About the Role and what you will be doing
* Ownership of the Entire Fleet of DevOps team
o Excellent people managerial skills and ability to implement frameworks and steps to streamline process
o Ensure appropriate levels of up-time
o Proactively recommend hardware for capacity, end-of-life, or improvements
o Resolve hardware and software issues in a timely fashion
* System Health
o You get all alerts 15 minutes before anyone else
o You resolve all alerts quickly. Ability to implement and streamline process to meet the defined SLA of 100 min.
o Regularly improving the quality of our monitoring
o Ensure all monitors are functioning as expected
* Primary Point of Contact for Production Issues
o On-Call (or have found suitable coverage) for all production issues; including but not limited to: DOS attacks, hardware failures, customer impacting software bugs
* Documentation / Knowledge Sharing
o Keep all Ops related documentation up-to-date
o Document current processes
o Train current staff on changes and improvements to previous processes prior to disrupting operations
* Tier3 Support
o Correctly and efficiently answer customer service inquires by interrogating logs and the databases
o Handle routine Tier 3 tickets. Identify, Isolate, Track and closure of issues by looping the Devs and making sure fixes go into current/future sprint cycles. Having traceability and ownership of issues
* Office Network
o Ensure appropriate configuration and reliability of the office network
o Proactively monitor for potential issues
o Resolve network issues in a timely fashion
o Reporting and dashboards for executive consumption
o Frequent and regular communication of production issues to stakeholders
Required Knowledge, Skills, and Abilities:
* Experience working in a high capacity, highly scalable mission-critical web serving environment
* Proven ability to participate with other functional teams in systems integration and design including writing operational specifications, test plans and requirements management with attention to detail
* UNIX/LINUX and Windows and server experience, including expertise in system installation, configuration, administration, troubleshooting, performance tuning, preventative maintenance, capacity planning, monitoring, and security procedures.
* Web (IIS, Apache), .Net & Java application (Tomcat, Jboss, etc) server expertise including installation, administration, configuration, troubleshooting, performance tuning, preventative maintenance, capacity planning, monitoring, and security procedures
* Database Administration - setup, configuration and basic database troubleshooting skills
* Understanding of high availability hardware and database systems design and implementation including cluster management, redundancy and failover testing
* Deep understanding of cloud technologies such as virtualization, storage and network domains in a cloud service model
* Network hardware architecting experience with load balancing equipment, switches, routers, and network troubleshooting
* Ability to produce system documentation, including writing requirements, operational specifications, system architecture, test plans and as-built documentation, all with attention to detail
* Ability to build strong relationships and influence others across the organization
* Demonstrated knowledge of agile project methodologies
* 7+ years' experience designing, supporting and deploying Internet-based products or services
* 5+ years' operating complex, large-scale Enterprise guest-facing Applications or web sites
* 2+ years leading project or functional teams
• Working knowledge of Cloud Monitoring tools like ( CloudWatch, Splunk, ELK, Application monitoring, etc.)
* Experience in at least two relevant scripting or programming languages (Ruby, Perl, Python, Shell, PowerShell, etc.)
* Experience with Configuration Management platforms (Chef, Ansible, CFEngine, Puppet, etc.)
* Understanding of internet standards such as HTTP, DNS, FTP, SSH, HTML, XML, JDBC, ODBC, SNMP and other protocols
* Experience with managing AWS cloud delivery platform.
Join TEKsystems®, a leading IT staffing, IT talent management and IT services firm, and get your career on the fast track.
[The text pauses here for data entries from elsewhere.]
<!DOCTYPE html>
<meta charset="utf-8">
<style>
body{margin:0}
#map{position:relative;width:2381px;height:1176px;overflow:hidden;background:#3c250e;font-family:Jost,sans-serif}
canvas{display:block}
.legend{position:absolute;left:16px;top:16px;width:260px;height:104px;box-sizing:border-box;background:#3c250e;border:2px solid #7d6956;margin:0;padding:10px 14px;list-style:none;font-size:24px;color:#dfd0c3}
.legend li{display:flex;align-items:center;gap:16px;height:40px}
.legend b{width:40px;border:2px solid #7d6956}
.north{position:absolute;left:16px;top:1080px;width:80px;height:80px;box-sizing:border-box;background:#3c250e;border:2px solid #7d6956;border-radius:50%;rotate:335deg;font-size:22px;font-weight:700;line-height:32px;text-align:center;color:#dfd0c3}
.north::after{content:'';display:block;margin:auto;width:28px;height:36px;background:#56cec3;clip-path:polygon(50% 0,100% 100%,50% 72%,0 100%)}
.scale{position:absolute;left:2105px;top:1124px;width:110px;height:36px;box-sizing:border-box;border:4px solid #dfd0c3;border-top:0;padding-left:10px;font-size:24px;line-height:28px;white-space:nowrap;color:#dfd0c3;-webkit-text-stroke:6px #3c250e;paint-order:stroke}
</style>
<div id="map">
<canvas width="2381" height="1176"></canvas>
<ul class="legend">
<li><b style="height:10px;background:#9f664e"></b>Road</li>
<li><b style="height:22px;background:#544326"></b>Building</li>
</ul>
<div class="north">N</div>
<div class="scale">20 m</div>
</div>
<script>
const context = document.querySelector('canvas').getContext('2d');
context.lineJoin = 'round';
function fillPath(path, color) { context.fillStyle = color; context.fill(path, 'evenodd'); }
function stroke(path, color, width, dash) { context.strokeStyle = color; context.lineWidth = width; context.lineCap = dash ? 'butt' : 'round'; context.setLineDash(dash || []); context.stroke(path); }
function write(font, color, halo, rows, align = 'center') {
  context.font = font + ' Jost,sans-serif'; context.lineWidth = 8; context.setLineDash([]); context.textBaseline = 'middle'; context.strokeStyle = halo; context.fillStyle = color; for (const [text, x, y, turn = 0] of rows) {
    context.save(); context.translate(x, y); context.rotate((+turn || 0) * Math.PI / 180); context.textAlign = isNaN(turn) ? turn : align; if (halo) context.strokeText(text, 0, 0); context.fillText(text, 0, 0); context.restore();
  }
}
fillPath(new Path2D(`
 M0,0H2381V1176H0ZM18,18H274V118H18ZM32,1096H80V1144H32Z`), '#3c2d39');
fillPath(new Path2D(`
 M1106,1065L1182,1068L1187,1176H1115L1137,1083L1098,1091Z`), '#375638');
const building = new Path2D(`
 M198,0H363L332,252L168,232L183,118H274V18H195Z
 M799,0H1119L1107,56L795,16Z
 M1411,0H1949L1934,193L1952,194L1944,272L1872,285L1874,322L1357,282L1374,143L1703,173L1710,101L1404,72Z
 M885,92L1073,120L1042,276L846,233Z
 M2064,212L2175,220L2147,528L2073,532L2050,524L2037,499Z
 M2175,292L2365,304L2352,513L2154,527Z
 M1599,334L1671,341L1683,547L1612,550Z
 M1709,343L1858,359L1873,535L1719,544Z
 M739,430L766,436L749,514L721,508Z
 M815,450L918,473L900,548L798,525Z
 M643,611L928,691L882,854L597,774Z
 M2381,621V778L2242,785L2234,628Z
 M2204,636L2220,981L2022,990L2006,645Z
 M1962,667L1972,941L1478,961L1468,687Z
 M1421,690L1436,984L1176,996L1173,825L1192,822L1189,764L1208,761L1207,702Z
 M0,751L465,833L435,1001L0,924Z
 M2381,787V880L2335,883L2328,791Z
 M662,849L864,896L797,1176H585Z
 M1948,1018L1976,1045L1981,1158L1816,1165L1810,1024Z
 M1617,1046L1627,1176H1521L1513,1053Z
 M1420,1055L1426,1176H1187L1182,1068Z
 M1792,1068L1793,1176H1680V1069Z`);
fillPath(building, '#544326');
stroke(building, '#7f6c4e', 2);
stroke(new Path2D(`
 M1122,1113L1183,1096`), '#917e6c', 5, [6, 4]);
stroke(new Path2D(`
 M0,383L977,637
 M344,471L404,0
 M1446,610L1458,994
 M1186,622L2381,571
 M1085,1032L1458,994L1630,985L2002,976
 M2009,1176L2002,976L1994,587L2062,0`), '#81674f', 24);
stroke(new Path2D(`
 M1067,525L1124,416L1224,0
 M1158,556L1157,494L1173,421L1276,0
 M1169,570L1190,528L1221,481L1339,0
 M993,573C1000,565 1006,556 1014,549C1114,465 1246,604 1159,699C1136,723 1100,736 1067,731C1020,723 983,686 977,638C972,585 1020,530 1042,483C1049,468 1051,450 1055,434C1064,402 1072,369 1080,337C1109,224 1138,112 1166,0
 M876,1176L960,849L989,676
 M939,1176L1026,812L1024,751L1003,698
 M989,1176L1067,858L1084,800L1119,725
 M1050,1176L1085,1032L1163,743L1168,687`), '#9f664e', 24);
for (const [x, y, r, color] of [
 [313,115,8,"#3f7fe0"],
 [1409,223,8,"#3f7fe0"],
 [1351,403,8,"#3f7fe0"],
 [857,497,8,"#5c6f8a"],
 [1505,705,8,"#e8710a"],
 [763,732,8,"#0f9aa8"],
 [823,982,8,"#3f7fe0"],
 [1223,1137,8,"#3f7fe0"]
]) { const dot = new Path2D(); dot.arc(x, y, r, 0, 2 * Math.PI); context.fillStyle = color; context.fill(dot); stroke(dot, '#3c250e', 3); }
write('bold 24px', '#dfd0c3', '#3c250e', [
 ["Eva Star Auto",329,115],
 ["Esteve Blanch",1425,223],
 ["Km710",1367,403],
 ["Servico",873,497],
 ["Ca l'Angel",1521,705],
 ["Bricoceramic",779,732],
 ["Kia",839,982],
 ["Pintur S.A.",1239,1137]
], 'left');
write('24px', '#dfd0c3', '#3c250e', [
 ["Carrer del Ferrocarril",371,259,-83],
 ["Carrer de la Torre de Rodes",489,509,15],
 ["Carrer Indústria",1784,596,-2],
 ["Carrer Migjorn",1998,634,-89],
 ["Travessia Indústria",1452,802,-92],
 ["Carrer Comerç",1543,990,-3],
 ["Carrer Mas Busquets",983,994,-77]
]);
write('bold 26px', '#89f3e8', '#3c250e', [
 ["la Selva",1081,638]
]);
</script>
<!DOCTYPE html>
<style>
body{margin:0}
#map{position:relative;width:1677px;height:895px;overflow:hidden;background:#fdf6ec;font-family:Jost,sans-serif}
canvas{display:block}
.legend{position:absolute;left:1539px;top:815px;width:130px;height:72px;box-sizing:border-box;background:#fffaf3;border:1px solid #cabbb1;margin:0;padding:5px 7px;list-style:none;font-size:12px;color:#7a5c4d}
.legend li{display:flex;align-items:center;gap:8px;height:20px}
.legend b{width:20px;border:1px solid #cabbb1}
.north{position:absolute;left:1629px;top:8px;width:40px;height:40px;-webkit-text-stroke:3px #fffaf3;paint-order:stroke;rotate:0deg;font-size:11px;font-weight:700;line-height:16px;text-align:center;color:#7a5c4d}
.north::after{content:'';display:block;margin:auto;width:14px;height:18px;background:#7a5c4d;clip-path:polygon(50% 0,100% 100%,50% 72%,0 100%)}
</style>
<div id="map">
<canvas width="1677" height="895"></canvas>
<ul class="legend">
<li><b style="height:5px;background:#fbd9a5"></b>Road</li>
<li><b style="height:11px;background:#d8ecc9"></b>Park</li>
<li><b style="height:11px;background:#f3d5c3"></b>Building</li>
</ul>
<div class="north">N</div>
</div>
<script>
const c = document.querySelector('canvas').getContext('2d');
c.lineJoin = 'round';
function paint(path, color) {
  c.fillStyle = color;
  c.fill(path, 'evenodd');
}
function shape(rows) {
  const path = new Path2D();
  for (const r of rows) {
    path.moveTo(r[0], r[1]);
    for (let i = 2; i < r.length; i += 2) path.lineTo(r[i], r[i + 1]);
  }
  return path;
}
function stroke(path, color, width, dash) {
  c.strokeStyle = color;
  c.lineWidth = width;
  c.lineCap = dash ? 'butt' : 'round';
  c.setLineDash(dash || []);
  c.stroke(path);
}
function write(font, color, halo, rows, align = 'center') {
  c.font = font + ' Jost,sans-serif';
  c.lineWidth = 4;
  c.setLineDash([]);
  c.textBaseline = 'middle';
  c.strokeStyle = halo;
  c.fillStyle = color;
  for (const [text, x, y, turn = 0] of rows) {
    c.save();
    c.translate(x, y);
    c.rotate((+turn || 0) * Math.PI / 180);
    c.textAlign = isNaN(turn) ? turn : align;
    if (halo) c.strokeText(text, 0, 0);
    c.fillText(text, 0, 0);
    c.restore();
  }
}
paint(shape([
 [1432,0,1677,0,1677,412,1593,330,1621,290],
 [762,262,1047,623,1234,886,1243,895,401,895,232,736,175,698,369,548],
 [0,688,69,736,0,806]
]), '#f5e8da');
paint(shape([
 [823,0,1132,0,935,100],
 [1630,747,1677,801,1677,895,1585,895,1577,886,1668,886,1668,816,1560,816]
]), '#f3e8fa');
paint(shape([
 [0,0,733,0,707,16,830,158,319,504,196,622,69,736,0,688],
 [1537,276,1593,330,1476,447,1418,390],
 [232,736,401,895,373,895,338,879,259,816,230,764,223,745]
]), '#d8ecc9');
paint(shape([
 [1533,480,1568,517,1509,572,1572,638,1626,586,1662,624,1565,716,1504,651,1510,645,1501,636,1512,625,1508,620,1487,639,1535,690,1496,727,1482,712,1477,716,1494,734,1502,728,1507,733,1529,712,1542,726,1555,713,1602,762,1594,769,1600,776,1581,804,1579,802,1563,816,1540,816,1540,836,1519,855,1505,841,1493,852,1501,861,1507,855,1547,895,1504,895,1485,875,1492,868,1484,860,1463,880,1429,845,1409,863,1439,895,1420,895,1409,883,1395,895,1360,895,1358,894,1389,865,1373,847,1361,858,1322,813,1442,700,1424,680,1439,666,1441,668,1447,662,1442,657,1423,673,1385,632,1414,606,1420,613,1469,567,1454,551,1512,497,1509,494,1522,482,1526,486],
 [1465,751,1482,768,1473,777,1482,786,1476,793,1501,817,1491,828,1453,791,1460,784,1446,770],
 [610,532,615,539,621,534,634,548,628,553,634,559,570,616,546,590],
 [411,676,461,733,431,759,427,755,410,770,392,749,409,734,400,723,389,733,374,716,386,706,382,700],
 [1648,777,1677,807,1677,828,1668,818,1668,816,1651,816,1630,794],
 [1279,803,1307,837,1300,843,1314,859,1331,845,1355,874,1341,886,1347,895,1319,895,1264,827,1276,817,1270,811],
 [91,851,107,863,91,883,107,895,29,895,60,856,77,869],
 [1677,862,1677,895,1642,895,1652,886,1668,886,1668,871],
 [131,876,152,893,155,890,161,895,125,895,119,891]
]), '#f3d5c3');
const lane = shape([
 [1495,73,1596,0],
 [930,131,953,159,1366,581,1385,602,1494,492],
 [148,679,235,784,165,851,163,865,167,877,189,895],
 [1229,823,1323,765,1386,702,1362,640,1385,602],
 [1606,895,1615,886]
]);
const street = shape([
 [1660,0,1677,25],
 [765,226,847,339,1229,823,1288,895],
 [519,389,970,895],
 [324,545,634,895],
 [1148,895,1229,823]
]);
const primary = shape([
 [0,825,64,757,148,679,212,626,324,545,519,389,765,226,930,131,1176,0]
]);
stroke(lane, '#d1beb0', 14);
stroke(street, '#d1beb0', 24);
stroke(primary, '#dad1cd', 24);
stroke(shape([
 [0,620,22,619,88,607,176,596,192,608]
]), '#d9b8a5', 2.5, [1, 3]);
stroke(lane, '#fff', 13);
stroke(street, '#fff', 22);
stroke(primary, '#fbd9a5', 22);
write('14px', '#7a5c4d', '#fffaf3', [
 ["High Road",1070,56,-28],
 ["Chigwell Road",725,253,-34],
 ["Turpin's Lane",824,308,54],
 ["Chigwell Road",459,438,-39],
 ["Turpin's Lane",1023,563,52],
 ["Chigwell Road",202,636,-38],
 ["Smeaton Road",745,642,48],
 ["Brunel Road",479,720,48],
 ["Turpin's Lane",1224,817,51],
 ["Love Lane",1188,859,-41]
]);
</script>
We have more than 100 offices worldwide, and we partner with over 6,000 clients and place over 80,000 consultants per year. At TEKsystems, we seek to understand our consultants' skills, goals and interests, allowing us to present targeted job opportunities on a contract, contract-to-hire or direct placement basis. TEKsystems' leadership in the market stems from our sincere and personal commitment to driving the success of our customers, consultants and each other.
The company is an equal opportunity employer and will consider all applications without regard to race, sex, age, color, religion, national origin, veteran status, disability, genetic information or any other characteristic protected by law.
If you would like to request a reasonable accommodation, such as the modification or adjustment of the job application process or interviewing process due to a disability, please call 888 472-3411 or email email@example.com for other accommodation options.
A little about us:
TEKsystems provides corporations with IT staffing, talent management expertise and IT services, enabling them to meet their business objective.